Our paper "FrenchToxicityPrompts: a Large Benchmark for Evaluating and Mitigating Toxicity in French Texts" is accepted to LREC-COLING-2024
TL;DR
We create and release FrenchToxicityPrompts
Link to the dataset : https://download.europe.naverlabs.com/FrenchToxicityPrompts/.
Link for the paper : https://aclanthology.org/2024.trac-1.12/.
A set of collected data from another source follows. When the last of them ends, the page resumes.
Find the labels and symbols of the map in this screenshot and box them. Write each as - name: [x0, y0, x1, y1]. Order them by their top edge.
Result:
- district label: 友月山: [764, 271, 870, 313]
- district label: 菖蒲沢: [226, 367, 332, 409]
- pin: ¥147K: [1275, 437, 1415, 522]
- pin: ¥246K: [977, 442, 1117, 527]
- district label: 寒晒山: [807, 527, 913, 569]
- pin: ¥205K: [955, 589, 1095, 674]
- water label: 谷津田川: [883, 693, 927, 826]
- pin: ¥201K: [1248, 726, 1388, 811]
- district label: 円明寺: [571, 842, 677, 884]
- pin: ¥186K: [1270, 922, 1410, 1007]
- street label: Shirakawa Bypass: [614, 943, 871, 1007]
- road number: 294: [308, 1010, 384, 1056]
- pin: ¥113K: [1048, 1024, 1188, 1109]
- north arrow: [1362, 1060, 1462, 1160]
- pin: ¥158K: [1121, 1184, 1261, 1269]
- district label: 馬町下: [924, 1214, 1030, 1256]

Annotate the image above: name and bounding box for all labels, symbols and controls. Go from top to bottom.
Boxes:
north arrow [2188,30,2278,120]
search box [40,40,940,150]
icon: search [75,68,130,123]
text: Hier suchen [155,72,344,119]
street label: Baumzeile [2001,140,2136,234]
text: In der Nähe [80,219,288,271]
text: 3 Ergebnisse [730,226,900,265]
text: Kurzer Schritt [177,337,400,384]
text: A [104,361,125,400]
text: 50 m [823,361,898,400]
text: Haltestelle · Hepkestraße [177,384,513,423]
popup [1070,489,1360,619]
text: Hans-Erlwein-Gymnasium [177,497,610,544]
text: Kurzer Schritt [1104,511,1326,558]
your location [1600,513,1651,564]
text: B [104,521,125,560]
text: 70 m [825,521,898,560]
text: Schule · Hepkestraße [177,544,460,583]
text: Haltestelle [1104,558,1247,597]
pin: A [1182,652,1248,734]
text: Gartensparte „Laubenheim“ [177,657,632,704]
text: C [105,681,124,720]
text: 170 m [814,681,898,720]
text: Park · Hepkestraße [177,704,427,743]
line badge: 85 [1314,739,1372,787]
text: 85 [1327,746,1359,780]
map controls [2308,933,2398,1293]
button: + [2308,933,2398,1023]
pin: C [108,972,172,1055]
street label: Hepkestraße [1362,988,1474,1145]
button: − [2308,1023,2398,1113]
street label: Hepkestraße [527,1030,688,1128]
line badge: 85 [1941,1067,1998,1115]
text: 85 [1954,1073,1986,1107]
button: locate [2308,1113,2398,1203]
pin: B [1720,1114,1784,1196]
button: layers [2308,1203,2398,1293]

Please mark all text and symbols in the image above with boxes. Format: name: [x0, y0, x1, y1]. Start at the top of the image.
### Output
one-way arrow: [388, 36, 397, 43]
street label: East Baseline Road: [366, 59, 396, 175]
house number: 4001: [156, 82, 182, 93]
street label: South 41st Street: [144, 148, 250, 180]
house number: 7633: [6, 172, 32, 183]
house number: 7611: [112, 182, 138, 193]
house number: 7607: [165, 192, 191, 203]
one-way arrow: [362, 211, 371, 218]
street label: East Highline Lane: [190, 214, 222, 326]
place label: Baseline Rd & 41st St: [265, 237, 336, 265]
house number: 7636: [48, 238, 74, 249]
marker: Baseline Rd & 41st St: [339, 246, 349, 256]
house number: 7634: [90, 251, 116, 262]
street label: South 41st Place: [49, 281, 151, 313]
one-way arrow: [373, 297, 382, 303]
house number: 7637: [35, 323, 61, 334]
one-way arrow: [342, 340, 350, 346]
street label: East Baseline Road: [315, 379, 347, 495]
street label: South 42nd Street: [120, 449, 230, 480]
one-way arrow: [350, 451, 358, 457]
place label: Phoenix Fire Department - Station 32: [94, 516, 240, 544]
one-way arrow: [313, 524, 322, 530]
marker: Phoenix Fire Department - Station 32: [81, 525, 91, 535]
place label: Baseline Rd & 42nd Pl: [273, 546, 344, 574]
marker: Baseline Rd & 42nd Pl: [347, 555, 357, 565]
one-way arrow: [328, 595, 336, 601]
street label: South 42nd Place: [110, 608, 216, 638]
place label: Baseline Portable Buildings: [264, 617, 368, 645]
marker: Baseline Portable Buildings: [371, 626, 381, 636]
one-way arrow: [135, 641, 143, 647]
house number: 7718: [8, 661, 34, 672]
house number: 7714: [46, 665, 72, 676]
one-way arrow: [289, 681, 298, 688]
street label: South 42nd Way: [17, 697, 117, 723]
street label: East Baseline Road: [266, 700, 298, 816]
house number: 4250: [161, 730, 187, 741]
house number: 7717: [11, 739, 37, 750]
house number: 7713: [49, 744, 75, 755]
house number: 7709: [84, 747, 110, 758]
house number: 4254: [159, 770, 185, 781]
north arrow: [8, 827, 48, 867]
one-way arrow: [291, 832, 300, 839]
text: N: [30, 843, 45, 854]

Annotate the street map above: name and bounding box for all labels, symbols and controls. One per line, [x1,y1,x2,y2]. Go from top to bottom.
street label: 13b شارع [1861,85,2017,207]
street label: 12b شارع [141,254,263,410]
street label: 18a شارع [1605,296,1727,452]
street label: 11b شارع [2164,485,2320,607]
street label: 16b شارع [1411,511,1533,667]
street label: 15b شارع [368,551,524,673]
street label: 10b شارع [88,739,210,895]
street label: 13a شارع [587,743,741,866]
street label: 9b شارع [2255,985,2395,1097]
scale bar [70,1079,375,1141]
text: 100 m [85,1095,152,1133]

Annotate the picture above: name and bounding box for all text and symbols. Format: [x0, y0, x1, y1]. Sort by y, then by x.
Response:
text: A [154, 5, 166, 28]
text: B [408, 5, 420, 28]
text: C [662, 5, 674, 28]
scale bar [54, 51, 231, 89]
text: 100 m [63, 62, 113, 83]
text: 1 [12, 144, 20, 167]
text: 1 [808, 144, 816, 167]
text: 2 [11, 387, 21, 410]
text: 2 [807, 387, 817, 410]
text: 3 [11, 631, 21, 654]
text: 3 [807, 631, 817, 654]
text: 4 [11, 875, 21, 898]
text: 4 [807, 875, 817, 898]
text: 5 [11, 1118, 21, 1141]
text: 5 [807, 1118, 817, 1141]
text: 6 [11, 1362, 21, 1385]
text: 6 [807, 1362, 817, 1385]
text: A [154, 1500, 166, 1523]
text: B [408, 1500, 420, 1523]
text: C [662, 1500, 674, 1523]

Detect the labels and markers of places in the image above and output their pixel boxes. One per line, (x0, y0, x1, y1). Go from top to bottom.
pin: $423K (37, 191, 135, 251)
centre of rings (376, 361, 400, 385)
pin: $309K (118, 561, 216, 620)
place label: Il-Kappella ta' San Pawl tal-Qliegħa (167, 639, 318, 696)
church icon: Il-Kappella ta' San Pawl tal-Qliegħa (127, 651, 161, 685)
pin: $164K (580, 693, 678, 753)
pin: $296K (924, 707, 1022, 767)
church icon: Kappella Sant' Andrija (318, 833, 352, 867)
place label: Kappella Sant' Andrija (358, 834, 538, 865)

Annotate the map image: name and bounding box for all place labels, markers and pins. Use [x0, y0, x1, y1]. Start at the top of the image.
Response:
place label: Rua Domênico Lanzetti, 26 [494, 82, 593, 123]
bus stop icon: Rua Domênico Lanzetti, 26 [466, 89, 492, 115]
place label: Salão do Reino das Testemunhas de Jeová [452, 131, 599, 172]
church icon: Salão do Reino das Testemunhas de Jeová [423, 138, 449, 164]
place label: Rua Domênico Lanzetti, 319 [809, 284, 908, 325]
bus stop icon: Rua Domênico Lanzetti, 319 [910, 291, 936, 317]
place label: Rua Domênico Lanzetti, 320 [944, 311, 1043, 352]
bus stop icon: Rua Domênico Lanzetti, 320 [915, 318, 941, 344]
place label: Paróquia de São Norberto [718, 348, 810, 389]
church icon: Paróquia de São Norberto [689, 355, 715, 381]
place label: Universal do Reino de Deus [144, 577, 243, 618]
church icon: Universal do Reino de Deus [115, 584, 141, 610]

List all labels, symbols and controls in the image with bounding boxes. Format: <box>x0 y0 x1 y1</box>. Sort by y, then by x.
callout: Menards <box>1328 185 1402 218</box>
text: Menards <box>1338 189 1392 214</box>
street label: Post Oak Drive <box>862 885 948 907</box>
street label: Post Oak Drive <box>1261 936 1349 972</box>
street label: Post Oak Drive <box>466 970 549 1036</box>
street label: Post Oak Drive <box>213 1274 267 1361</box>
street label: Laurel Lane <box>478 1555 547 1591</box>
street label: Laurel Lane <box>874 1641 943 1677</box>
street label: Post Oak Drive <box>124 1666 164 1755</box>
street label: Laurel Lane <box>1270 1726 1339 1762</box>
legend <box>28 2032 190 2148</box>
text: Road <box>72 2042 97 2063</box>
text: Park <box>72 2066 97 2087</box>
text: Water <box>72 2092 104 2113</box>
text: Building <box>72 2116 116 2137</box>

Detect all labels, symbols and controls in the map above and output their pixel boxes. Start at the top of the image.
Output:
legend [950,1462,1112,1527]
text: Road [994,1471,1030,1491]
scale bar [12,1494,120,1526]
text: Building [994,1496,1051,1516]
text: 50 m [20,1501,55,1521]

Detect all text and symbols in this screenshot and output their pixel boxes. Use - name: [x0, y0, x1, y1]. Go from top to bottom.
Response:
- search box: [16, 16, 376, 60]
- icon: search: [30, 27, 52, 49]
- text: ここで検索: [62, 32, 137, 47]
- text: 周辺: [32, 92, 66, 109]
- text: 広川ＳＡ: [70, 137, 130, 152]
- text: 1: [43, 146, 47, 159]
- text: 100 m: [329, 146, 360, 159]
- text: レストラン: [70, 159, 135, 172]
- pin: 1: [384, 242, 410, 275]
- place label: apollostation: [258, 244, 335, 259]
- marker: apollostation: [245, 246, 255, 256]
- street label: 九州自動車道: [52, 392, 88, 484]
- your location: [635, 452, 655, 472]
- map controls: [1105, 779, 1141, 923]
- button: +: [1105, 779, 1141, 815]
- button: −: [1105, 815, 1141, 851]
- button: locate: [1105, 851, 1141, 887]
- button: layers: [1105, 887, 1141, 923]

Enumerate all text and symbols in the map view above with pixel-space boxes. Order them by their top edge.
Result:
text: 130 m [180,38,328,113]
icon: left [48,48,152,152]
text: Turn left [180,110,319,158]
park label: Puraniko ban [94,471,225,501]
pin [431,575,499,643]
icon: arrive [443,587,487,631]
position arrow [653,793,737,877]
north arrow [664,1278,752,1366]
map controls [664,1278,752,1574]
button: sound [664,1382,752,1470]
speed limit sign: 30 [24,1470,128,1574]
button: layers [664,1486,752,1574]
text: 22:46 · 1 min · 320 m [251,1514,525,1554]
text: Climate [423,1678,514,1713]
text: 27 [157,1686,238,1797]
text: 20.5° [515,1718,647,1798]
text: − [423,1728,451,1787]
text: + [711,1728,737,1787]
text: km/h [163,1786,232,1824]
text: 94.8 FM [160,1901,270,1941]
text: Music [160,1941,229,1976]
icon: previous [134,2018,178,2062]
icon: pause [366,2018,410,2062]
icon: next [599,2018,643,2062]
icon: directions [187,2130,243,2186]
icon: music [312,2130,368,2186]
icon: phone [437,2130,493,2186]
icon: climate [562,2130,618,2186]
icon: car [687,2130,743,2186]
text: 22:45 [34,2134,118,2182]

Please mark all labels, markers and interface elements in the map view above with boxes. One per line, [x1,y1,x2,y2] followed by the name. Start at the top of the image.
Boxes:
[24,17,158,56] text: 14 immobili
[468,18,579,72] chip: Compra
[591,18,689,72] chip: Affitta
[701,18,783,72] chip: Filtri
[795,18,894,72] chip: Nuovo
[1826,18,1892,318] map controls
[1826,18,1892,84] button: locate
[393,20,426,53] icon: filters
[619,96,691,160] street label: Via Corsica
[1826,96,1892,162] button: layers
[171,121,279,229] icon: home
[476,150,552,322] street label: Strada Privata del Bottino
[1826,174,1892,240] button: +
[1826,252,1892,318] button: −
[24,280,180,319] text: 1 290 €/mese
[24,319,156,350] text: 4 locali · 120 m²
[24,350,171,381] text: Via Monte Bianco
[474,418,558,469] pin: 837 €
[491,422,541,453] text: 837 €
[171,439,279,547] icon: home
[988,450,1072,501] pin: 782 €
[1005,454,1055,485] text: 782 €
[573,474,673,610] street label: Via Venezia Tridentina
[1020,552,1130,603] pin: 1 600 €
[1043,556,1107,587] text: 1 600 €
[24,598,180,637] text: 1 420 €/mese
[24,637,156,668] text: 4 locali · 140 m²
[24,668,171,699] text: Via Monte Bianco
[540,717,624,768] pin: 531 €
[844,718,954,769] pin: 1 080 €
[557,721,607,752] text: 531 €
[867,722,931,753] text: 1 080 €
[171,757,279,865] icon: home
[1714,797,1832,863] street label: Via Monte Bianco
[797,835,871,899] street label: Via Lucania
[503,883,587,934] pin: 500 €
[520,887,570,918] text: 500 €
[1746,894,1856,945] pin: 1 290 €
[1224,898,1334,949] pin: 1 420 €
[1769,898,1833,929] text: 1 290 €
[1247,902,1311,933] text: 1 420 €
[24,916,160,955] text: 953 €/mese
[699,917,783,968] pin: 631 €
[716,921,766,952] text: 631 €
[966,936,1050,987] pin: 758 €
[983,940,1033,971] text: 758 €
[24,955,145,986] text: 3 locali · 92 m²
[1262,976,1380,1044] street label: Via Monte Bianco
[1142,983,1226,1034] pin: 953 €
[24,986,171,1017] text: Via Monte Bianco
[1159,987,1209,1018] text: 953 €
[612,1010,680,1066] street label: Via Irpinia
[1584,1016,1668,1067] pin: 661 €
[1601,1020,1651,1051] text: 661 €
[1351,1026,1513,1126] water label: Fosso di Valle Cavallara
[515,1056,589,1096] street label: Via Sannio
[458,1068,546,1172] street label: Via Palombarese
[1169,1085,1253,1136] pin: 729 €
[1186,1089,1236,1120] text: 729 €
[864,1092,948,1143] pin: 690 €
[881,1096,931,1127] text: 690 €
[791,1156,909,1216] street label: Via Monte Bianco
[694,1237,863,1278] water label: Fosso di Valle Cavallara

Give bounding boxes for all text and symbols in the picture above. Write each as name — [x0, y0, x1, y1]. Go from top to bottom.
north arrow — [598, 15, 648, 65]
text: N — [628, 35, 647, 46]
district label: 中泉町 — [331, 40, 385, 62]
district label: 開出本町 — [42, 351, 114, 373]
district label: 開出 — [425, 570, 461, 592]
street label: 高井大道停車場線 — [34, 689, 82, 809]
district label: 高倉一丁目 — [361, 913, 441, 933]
LLMs are increasingly popular but are also prone to generating bias, toxic or harmful language, which can have detrimental effects on individuals and communities. Although most efforts is put to assess and mitigate toxicity in generated content, it is primarily concentrated on English, while it’s essential to consider other languages as well. For addressing this issue, we create and release FrenchToxicityPrompts, a dataset of 50K naturally occurring French prompts and their continuations, annotated with toxicity scores from a widely used toxicity classifier. However, less attention has been paid to explaining the compression loss, particularly its variance across different texts.
Contributions
We create and release FrenchToxicityPrompts, a dataset of 50K naturally occurring French prompts and their continuations, annotated with toxicity scores from a widely used toxicity classifier. We evaluate 14 different models from four prevalent open-sourced families of LLMs against our dataset to assess their potential toxicity across various dimensions.
Main findings of our evaluation are that (1) toxicity metrics grow with the model size, (2) toxicity metrics are lower for non-toxic prompts compared to toxic prompts, (3) models with instructed tuning lead to decreased toxicity metrics compared to non instructed models, (4) overall, XGLM and LLaMa models tend to generate more toxic content for French compared to BLOOM and LLaMa2.